— Exercise —
Copy every line of the material precisely.

— Provided data —
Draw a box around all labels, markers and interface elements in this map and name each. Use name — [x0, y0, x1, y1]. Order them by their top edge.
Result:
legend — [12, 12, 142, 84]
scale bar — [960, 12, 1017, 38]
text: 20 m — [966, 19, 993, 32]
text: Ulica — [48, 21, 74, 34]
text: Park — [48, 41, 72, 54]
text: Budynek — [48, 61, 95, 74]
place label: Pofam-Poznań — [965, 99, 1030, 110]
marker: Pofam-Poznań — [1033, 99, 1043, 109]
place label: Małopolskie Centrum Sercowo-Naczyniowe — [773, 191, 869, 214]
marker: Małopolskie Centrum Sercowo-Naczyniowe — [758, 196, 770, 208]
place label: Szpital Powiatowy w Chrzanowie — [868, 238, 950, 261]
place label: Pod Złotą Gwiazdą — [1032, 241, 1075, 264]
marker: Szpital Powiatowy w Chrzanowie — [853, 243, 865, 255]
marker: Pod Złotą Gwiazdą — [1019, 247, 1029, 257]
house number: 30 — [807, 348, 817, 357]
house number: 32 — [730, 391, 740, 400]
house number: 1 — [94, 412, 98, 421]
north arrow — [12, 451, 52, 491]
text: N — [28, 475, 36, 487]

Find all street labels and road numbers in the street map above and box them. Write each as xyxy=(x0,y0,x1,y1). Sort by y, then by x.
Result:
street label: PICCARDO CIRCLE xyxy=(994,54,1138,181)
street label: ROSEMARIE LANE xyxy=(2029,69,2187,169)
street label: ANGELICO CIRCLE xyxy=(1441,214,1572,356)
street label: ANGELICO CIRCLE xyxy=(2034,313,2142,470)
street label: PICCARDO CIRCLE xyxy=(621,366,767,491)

— Solution for this problem —
Draw a box around all labels, markers and interface elements in this map and name each. Use name — [x0, y0, x1, y1]. Order them by their top edge.
Result:
legend — [12, 12, 142, 84]
scale bar — [960, 12, 1017, 38]
text: 20 m — [966, 19, 993, 32]
text: Ulica — [48, 21, 74, 34]
text: Park — [48, 41, 72, 54]
text: Budynek — [48, 61, 95, 74]
place label: Pofam-Poznań — [965, 99, 1030, 110]
marker: Pofam-Poznań — [1033, 99, 1043, 109]
place label: Małopolskie Centrum Sercowo-Naczyniowe — [773, 191, 869, 214]
marker: Małopolskie Centrum Sercowo-Naczyniowe — [758, 196, 770, 208]
place label: Szpital Powiatowy w Chrzanowie — [868, 238, 950, 261]
place label: Pod Złotą Gwiazdą — [1032, 241, 1075, 264]
marker: Szpital Powiatowy w Chrzanowie — [853, 243, 865, 255]
marker: Pod Złotą Gwiazdą — [1019, 247, 1029, 257]
house number: 30 — [807, 348, 817, 357]
house number: 32 — [730, 391, 740, 400]
house number: 1 — [94, 412, 98, 421]
north arrow — [12, 451, 52, 491]
text: N — [28, 475, 36, 487]

Find all street labels and road numbers in the street map above and box them. Write each as xyxy=(x0,y0,x1,y1). Sort by y, then by x.
Result:
street label: PICCARDO CIRCLE xyxy=(994,54,1138,181)
street label: ROSEMARIE LANE xyxy=(2029,69,2187,169)
street label: ANGELICO CIRCLE xyxy=(1441,214,1572,356)
street label: ANGELICO CIRCLE xyxy=(2034,313,2142,470)
street label: PICCARDO CIRCLE xyxy=(621,366,767,491)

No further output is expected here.